In the marine insurance market, fragmented trade routes, old fleets, and war-risk surcharges are changing how policies are written, how much they cost, and how claims are handled.
Geopolitical flashpoints, as well as re-routed trade lanes, are also redrawing marine insurers’ risk map exchanged at the IUMI in Singapore, sending maritime exposures whirling from the world’s trade choke points to regional fault lines, industry leaders said at the conference. The talks, led by IUMI president Frédéric Denèfle, characterised the current juncture as a tipping point in “de‑globalization”, where longer voyages, nearshoring and infrastructure bottlenecks would challenge conventional underwriting approaches. Now, it’s all about disciplined pricing for marine insurers, sharper wordings for emerging perils and accumulation control that is informed by data and reflects the fragmented nature of the trading system – not a completely integrated one.
Marine insurance faces a new era.
Geopolitical tensions and shifting trade routes are redefining the rulebook for the marine insurance sector, according to industry members at the International Union of Marine Insurance (IUMI) conference in Singapore.
IUMI president Frédéric Denèfle (right) established the tone for the event by highlighting the seismic shifts confronting marine insurers as globalization patterns shift.
Denèfle noted that the sector is developing in the direction of what he referred to as the “end of globalization,” a period that he has written about at previous sessions but now thinks is reaching a tipping point.
“We’re approaching the end of globalization,” Denèfle said. “Prior to COVID we had begun to see a slow de-globalization, but since COVID, it appears the speed of de-globalization has only increased. Concern about US tariffs are down, but emerging trade will become a bigger concern regionally. National interests and regional tensions are changing the fundamentals of global trade. With the conflict in Ukraine and Russia, and the conflict in the Red Sea area, we see proof hard national interests come before international cooperation and peaceful economic development.

During his workshop, Denèfle highlighted that international commerce is not ending, but rather evolving. He said that marine insurers must adapt to a new climate in which classic shipping and logistics methods are being challenged.
“The global trade environment is no longer headed towards complete integration. Instead, fragmentation is gaining traction, posing new difficulties and possibilities for risk assessment, underwriting, and innovation,” he said.
Denèfle identified numerous elements that are already having an influence on the industry. Vessels are rerouting to avoid high-risk locations, which means lengthier and more costly travels. There is also the possibility of a comeback of inland transportation and nearshoring, as well as increased commodity costs, which might add to inflation. Supply networks are being reorganised, necessitating investments in new infrastructure.
Furthermore, the business is becoming increasingly reliant on artificial intelligence, alternative trade routes, and new markets.
Changing risks and market pressures
The marine insurance business is also dealing with growing risks due to the ageing global fleet. More than half of all maritime casualties in 2024 included boats older than 20 years, with industry statistics indicating a 42% increase in casualty incidences between 2018 and 2024.
This tendency is generating to a significant increase in high-value claims, with seventeen Pool claims above $10 million recorded to the International Group in 2024, and expenditures double when compared to the same period in the preceding two years.

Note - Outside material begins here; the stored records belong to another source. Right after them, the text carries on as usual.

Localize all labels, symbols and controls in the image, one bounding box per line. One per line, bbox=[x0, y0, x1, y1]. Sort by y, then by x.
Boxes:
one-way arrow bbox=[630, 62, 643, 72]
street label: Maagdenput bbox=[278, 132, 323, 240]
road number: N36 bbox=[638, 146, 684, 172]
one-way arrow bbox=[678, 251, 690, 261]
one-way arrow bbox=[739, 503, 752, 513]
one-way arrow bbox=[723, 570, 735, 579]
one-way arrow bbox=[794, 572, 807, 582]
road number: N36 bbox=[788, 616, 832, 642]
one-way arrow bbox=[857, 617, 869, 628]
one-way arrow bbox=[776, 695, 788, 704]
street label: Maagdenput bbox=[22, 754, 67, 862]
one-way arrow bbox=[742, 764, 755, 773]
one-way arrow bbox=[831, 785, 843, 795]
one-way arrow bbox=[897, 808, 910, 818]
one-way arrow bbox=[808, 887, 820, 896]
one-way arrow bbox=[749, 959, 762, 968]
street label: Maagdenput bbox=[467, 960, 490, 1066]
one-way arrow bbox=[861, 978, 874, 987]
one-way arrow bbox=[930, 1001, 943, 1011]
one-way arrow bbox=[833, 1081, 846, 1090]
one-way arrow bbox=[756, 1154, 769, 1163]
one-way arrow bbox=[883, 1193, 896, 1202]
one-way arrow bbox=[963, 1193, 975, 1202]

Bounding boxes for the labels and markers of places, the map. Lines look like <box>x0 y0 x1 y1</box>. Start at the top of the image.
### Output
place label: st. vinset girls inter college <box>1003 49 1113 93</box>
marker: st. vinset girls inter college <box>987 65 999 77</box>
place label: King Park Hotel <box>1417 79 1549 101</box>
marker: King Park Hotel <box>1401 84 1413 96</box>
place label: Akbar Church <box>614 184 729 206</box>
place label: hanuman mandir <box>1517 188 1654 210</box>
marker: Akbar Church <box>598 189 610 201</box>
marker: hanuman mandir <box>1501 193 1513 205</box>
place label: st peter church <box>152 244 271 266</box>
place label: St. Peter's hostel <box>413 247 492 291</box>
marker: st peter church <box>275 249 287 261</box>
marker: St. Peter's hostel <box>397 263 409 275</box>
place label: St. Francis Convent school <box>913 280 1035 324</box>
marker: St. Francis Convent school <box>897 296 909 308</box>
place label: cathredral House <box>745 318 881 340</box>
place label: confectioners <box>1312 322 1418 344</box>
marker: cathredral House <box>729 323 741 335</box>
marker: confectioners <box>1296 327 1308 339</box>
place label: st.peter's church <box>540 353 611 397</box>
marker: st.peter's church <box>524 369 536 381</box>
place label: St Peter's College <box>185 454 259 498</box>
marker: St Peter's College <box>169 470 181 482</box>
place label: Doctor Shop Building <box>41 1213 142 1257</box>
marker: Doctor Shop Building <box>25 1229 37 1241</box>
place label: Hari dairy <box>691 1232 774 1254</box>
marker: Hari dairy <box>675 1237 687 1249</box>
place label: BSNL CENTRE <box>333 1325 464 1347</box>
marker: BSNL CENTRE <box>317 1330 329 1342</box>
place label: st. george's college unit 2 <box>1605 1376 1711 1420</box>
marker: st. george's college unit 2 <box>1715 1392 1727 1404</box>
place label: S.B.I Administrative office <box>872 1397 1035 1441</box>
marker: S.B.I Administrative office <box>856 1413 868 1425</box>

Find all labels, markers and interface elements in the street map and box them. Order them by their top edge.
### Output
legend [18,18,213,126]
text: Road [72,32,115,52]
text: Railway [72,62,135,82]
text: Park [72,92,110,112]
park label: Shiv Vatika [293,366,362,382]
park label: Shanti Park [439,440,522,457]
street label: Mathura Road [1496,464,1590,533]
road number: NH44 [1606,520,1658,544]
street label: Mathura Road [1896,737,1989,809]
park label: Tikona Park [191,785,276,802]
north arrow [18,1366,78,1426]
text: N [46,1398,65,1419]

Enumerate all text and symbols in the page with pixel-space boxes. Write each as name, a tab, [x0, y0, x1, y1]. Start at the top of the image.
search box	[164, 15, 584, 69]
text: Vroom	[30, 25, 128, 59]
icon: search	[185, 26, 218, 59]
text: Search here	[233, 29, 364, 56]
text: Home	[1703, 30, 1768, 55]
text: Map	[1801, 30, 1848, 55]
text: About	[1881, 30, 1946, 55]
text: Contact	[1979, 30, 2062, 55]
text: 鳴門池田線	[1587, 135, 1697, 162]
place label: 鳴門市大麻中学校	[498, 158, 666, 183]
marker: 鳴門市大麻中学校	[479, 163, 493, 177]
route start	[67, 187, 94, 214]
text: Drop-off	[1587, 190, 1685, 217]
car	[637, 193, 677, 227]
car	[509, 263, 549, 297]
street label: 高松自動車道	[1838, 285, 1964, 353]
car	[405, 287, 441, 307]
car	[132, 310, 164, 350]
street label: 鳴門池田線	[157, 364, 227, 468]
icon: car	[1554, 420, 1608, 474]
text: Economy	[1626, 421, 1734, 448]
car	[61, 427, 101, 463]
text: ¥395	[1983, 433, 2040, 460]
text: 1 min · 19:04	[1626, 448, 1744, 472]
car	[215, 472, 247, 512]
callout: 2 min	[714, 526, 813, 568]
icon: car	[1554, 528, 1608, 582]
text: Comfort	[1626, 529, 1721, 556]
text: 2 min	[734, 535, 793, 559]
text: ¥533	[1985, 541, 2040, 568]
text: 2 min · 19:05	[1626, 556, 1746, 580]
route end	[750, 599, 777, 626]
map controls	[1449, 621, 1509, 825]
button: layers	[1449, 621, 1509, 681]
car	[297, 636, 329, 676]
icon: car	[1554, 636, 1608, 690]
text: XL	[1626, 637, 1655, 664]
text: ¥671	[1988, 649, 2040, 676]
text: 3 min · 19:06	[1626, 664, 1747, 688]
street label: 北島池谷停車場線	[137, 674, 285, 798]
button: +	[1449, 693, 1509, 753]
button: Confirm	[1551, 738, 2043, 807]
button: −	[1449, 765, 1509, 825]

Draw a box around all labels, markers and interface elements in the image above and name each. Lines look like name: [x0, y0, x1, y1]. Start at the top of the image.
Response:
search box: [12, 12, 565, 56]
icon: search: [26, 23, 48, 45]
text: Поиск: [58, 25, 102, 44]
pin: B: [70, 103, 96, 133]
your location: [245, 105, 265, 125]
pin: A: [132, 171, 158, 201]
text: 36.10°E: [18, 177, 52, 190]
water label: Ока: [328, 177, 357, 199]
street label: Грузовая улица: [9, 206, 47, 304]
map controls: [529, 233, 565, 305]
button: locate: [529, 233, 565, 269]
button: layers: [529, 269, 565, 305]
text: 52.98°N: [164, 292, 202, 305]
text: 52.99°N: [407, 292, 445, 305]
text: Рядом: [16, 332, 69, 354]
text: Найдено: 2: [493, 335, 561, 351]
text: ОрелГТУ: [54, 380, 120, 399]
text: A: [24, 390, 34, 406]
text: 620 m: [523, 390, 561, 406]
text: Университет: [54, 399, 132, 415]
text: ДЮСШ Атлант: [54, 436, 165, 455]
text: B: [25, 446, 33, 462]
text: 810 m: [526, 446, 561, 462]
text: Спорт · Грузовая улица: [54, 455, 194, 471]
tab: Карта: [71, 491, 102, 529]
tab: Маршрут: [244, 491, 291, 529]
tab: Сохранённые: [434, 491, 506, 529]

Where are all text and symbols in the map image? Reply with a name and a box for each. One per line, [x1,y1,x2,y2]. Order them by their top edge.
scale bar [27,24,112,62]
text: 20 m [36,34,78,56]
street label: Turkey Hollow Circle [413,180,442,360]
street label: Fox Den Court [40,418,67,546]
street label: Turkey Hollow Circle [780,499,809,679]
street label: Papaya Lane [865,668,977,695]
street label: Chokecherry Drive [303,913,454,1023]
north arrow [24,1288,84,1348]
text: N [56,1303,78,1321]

Another new issue is the increasing number of fires on automobile carriers, especially those hauling electric cars (EVs). These occurrences provide a challenge for insurers because to the densely packed layouts of vehicle carriers and the special risks presented by lithium-ion batteries.
The prolonged war in the Red Sea has exacerbated risk profiles for maritime insurers. Coverage prices for boats crossing this area have surged dramatically, with war risk premium rates reaching as high as 1% of a ship’s worth, up from 0.4% earlier this year.
For a vessel worth $100 million, this amounts to a premium of up to $1 million, impacting global shipping firms’ operating margins and routing choices.
Despite these issues, Denèfle described the marine insurance industry as steady. “Financial ratings are strong, and trust in insurers remains high,” he told reporters.
He admitted that a dramatic decline in international commerce might have an impact on worldwide premium levels, necessitating a rethinking of business planning and underwriting tactics. However, he insisted that the industry remains resilient.